*TASK OBJECTIVE*
Extract exactly the lines from the top of the records through the line containing "0 #b5b8bc) drop-shadow(-1px", and keep pictures out of the copy.

*AVAILABLE DATA*

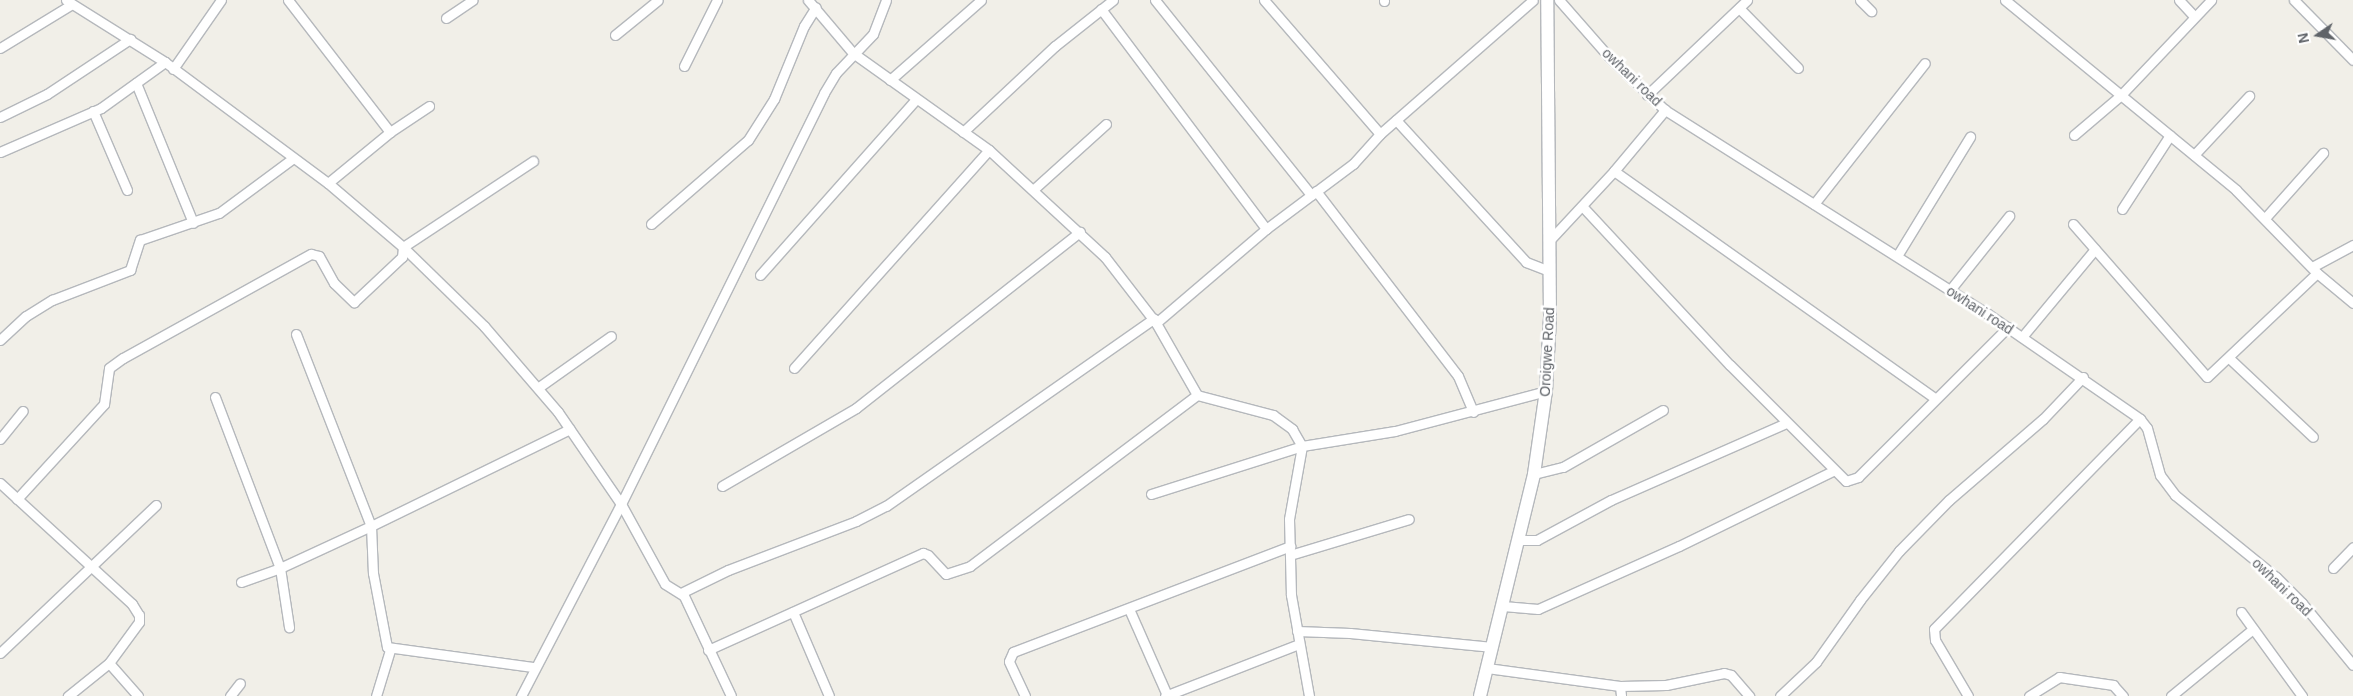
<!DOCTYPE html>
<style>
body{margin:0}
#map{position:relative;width:2353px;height:696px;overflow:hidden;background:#f1efe8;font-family:Helvetica,sans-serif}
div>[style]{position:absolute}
.roads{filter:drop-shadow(1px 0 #b5b8bc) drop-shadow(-1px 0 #b5b8bc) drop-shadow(0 1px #b5b8bc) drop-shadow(0 -1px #b5b8bc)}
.street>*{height:9px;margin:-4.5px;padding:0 4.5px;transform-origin:4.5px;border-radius:4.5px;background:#fff}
.secondary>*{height:12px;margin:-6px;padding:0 6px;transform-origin:6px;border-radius:6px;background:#fff}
span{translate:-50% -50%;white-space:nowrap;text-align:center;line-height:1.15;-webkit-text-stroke:5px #fff;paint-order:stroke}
.street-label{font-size:14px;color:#5f6368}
.north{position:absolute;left:2293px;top:10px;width:50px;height:50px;-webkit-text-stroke:4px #fff;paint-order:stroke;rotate:258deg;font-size:14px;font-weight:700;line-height:20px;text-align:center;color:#5f6368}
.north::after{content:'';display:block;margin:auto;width:18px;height:22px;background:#5f6368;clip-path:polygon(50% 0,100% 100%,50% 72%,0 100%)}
</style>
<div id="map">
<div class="roads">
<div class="street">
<div style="left:66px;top:0;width:117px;rotate:32.1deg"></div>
<div style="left:165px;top:62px;width:203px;rotate:36.6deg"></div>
<div style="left:328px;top:183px;width:99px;rotate:40.5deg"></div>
<div style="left:403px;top:247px;width:113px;rotate:44.3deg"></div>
<div style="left:484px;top:326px;width:113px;rotate:49.3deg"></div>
<div style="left:558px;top:412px;width:112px;rotate:55.6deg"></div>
<div style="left:621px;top:504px;width:91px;rotate:61.2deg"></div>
<div style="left:665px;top:584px;width:22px;rotate:32deg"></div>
<div style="left:684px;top:596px;width:110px;rotate:64.8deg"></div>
<div style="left:288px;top:0;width:167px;rotate:52.3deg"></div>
<div style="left:808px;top:0;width:70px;rotate:49.7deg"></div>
<div style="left:853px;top:53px;width:167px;rotate:35.5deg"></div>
<div style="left:989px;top:150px;width:158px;rotate:42.7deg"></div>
<div style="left:1105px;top:257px;width:83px;rotate:52.3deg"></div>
<div style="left:1156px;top:323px;width:83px;rotate:60.3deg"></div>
<div style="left:1197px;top:395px;width:79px;rotate:14.7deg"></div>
<div style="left:1273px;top:415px;width:24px;rotate:36deg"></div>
<div style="left:1292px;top:429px;width:20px;rotate:60deg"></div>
<div style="left:1302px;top:446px;width:74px;rotate:100.1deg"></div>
<div style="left:1289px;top:519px;width:76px;rotate:88.5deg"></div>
<div style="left:1291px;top:595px;width:103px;rotate:79.9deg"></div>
<div style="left:1155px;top:0;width:250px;rotate:51.3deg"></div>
<div style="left:1264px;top:0;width:177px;rotate:49.1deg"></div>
<div style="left:1559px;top:0;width:77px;rotate:48.7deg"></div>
<div style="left:1610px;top:58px;width:76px;rotate:43.4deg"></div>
<div style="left:1665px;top:110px;width:382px;rotate:32.3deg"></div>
<div style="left:1988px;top:314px;width:185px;rotate:34.6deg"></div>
<div style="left:2140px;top:419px;width:11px;rotate:52deg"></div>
<div style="left:2147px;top:428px;width:49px;rotate:74.5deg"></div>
<div style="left:2160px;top:475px;width:25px;rotate:53deg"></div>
<div style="left:2175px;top:495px;width:130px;rotate:39.1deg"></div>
<div style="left:2276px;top:577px;width:37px;rotate:45deg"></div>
<div style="left:2302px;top:603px;width:80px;rotate:50.6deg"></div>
<div style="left:1860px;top:0;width:16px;rotate:45deg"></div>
<div style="left:2005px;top:0;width:299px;rotate:39.4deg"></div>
<div style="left:2236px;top:190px;width:116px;rotate:45.7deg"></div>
<div style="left:2317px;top:273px;width:47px;rotate:39.8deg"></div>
<div style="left:2179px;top:0;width:22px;rotate:47deg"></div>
<div style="left:2294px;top:0;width:84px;rotate:45.5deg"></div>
<div style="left:1384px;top:1px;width:1px;rotate:-90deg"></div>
<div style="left:1739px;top:8px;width:84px;rotate:45.5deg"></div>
<div style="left:1101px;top:9px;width:275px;rotate:53.1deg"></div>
<div style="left:446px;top:18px;width:32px;rotate:-34deg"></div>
<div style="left:615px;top:35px;width:55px;rotate:-39.1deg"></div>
<div style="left:0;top:48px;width:84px;rotate:-31.4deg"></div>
<div style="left:684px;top:66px;width:74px;rotate:-63.4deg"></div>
<div style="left:173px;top:69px;width:84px;rotate:-55.2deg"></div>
<div style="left:890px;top:80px;width:121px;rotate:-41.3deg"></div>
<div style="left:136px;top:83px;width:151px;rotate:67.8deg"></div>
<div style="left:1647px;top:95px;width:138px;rotate:-43.5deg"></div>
<div style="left:93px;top:111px;width:86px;rotate:66.7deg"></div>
<div style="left:0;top:117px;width:52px;rotate:-26.1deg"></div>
<div style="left:47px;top:94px;width:100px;rotate:-33.5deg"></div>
<div style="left:1396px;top:120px;width:193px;rotate:47.5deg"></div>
<div style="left:1526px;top:262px;width:25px;rotate:21deg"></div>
<div style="left:963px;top:132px;width:126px;rotate:-43.1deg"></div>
<div style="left:1055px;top:46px;width:74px;rotate:-38.4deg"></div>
<div style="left:2074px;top:135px;width:62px;rotate:-40.4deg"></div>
<div style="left:2121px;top:95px;width:131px;rotate:-46.5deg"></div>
<div style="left:0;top:152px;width:110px;rotate:-23.5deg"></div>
<div style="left:101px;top:108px;width:79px;rotate:-35.7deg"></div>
<div style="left:2194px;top:155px;width:81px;rotate:-47deg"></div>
<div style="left:1614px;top:171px;width:393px;rotate:35.3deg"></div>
<div style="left:328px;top:183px;width:80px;rotate:-39.4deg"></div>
<div style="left:390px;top:132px;width:47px;rotate:-33.7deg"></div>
<div style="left:1034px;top:189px;width:97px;rotate:-42.1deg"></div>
<div style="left:1316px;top:191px;width:233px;rotate:52.5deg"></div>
<div style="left:1458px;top:376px;width:39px;rotate:67deg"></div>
<div style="left:1814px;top:204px;width:179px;rotate:-51.8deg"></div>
<div style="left:1582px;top:206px;width:217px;rotate:47.1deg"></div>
<div style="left:1730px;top:365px;width:164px;rotate:45deg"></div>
<div style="left:1846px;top:481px;width:13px;rotate:-18deg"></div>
<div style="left:1858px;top:477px;width:212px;rotate:-45deg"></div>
<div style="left:2122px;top:209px;width:88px;rotate:-57deg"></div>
<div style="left:2266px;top:217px;width:86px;rotate:-48.3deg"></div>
<div style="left:651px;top:224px;width:128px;rotate:-40.9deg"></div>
<div style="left:748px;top:140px;width:49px;rotate:-57.6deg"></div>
<div style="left:774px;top:99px;width:79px;rotate:-67.7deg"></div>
<div style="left:804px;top:26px;width:22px;rotate:-58deg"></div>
<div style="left:2073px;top:224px;width:203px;rotate:48.8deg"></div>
<div style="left:2207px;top:377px;width:151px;rotate:-43.4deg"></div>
<div style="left:1548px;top:242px;width:97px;rotate:-47.1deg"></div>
<div style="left:1614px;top:171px;width:80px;rotate:-50.1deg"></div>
<div style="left:1897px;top:256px;width:140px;rotate:-58.5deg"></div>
<div style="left:2312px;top:267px;width:47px;rotate:-28.2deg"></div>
<div style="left:760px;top:275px;width:235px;rotate:-48.4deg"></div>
<div style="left:1950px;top:290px;width:95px;rotate:-51.4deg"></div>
<div style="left:1156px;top:323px;width:145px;rotate:-40.5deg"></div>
<div style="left:1266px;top:229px;width:109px;rotate:-36.8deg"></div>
<div style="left:1353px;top:164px;width:40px;rotate:-48deg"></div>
<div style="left:1380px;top:134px;width:203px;rotate:-41.2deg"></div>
<div style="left:296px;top:334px;width:206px;rotate:68.7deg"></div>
<div style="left:371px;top:526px;width:47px;rotate:87.6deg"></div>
<div style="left:373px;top:573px;width:75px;rotate:79.3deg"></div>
<div style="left:387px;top:647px;width:147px;rotate:7.8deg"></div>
<div style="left:2022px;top:337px;width:114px;rotate:-50.3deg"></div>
<div style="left:0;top:340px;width:35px;rotate:-43deg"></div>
<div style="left:26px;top:316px;width:31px;rotate:-32deg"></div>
<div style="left:52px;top:300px;width:84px;rotate:-21deg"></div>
<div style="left:130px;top:270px;width:32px;rotate:-72deg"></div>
<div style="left:140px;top:240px;width:83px;rotate:-18.9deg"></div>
<div style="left:219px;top:213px;width:91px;rotate:-36.5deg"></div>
<div style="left:2229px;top:358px;width:115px;rotate:43.2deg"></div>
<div style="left:794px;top:368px;width:292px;rotate:-48.2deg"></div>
<div style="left:539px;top:387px;width:88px;rotate:-35.3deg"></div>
<div style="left:215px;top:397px;width:183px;rotate:69.2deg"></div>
<div style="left:280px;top:568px;width:60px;rotate:81.3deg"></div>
<div style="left:0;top:439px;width:36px;rotate:-51deg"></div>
<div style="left:1534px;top:474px;width:30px;rotate:-14deg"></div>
<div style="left:1563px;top:467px;width:115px;rotate:-29.7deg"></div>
<div style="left:0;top:483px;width:179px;rotate:42.5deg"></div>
<div style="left:132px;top:604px;width:13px;rotate:58deg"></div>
<div style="left:139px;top:615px;width:7px;rotate:90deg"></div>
<div style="left:139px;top:622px;width:51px;rotate:126.2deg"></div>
<div style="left:109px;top:663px;width:53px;rotate:141.2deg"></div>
<div style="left:722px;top:486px;width:155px;rotate:-30.2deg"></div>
<div style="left:856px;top:408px;width:285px;rotate:-38.2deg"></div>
<div style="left:1151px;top:494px;width:158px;rotate:-17.6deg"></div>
<div style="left:1302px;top:446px;width:94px;rotate:-9.2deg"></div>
<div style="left:1395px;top:431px;width:156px;rotate:-14.8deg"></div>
<div style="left:17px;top:499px;width:129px;rotate:-47.5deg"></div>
<div style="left:104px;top:404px;width:36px;rotate:-82deg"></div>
<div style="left:109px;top:368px;width:17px;rotate:-36deg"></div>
<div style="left:123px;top:358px;width:215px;rotate:-29deg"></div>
<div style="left:311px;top:254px;width:8px;rotate:14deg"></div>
<div style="left:319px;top:256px;width:31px;rotate:61deg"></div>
<div style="left:334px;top:283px;width:28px;rotate:44deg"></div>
<div style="left:354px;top:302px;width:66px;rotate:-43.2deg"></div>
<div style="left:402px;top:257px;width:10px;rotate:-84deg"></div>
<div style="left:403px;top:247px;width:156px;rotate:-33.5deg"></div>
<div style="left:1518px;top:540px;width:19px"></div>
<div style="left:1537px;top:540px;width:84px;rotate:-28.4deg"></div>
<div style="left:1611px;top:500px;width:191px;rotate:-23.7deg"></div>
<div style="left:1290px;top:555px;width:124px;rotate:-16.8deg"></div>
<div style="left:2333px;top:568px;width:29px;rotate:-46deg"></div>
<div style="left:241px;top:582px;width:41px;rotate:-19.7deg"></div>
<div style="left:280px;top:568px;width:100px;rotate:-24.8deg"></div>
<div style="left:371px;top:526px;width:221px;rotate:-26deg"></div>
<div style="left:681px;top:593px;width:52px;rotate:-26.1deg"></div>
<div style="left:728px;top:570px;width:137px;rotate:-20.9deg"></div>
<div style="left:856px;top:521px;width:34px;rotate:-27deg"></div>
<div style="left:886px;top:506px;width:327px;rotate:-35deg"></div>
<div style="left:1503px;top:606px;width:35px;rotate:5deg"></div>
<div style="left:1538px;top:609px;width:154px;rotate:-24.1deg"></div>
<div style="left:1679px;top:546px;width:171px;rotate:-26deg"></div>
<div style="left:1129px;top:609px;width:94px;rotate:66.2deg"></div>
<div style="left:793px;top:612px;width:91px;rotate:66.8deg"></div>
<div style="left:2241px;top:612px;width:104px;rotate:54deg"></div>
<div style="left:1297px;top:631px;width:53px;rotate:2.2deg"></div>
<div style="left:1350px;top:633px;width:143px;rotate:5.6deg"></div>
<div style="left:708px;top:650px;width:236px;rotate:-24.3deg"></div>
<div style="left:923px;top:553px;width:5px;rotate:22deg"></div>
<div style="left:928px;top:555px;width:26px;rotate:47deg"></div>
<div style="left:946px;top:574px;width:25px;rotate:-18deg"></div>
<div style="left:970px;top:566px;width:284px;rotate:-37deg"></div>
<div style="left:0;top:653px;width:215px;rotate:-43.5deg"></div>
<div style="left:109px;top:663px;width:44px;rotate:48.7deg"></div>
<div style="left:1487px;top:668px;width:134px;rotate:7.7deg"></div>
<div style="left:1620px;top:686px;width:46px;rotate:-1.2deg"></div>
<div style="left:1666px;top:685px;width:59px;rotate:-11.7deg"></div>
<div style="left:1724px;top:673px;width:7px;rotate:16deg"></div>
<div style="left:1731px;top:675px;width:28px;rotate:49deg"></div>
<div style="left:1620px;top:686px;width:10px;rotate:84deg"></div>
<div style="left:230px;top:696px;width:16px;rotate:-52deg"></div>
<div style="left:376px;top:696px;width:48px;rotate:-73.1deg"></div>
<div style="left:521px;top:696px;width:216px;rotate:-62.5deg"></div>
<div style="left:621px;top:504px;width:458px;rotate:-63.7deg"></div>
<div style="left:824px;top:93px;width:23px;rotate:-59deg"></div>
<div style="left:836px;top:73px;width:54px;rotate:-46.5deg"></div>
<div style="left:873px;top:34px;width:36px;rotate:-69deg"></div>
<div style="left:1025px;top:696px;width:38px;rotate:-115deg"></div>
<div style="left:1009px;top:661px;width:10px;rotate:-66deg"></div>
<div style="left:1013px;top:652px;width:297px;rotate:-20.9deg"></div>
<div style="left:1165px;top:696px;width:144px;rotate:-21.2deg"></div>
<div style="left:1780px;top:696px;width:50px;rotate:-43.4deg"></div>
<div style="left:1816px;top:662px;width:76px;rotate:-54.6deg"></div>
<div style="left:1860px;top:600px;width:63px;rotate:-51.5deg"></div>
<div style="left:1899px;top:551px;width:71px;rotate:-45.6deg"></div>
<div style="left:1949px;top:500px;width:124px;rotate:-40.8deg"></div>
<div style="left:2043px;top:419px;width:58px;rotate:-46.4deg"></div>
<div style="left:1968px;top:696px;width:65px;rotate:-120.5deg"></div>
<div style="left:1935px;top:640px;width:11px;rotate:-95deg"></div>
<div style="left:1934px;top:629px;width:294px;rotate:-45.6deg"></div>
<div style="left:2029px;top:696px;width:36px;rotate:-32deg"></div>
<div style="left:2059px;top:677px;width:55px;rotate:8.4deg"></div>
<div style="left:2113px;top:685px;width:15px;rotate:48deg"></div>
<div style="left:2171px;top:696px;width:106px;rotate:-39.3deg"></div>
</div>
<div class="secondary">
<div style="left:1480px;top:696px;width:228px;rotate:-76.3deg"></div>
<div style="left:1534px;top:474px;width:84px;rotate:-81.8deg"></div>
<div style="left:1546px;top:391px;width:75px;rotate:-86.9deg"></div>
<div style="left:1550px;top:316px;width:316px;rotate:-90.5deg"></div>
</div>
</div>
<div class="street-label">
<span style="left:1632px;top:77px;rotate:44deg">owhani road</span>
<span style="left:1980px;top:310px;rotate:33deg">owhani road</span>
<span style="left:1547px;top:352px;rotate:-87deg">Oroigwe Road</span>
<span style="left:2282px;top:587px;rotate:44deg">owhani road</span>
</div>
<div class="north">N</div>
</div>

*SOLUTION TO THIS TASK*
<!DOCTYPE html>
<style>
body{margin:0}
#map{position:relative;width:2353px;height:696px;overflow:hidden;background:#f1efe8;font-family:Helvetica,sans-serif}
div>[style]{position:absolute}
.roads{filter:drop-shadow(1px 0 #b5b8bc) drop-shadow(-1px 0 #b5b8bc) drop-shadow(0 1px #b5b8bc) drop-shadow(0 -1px #b5b8bc)}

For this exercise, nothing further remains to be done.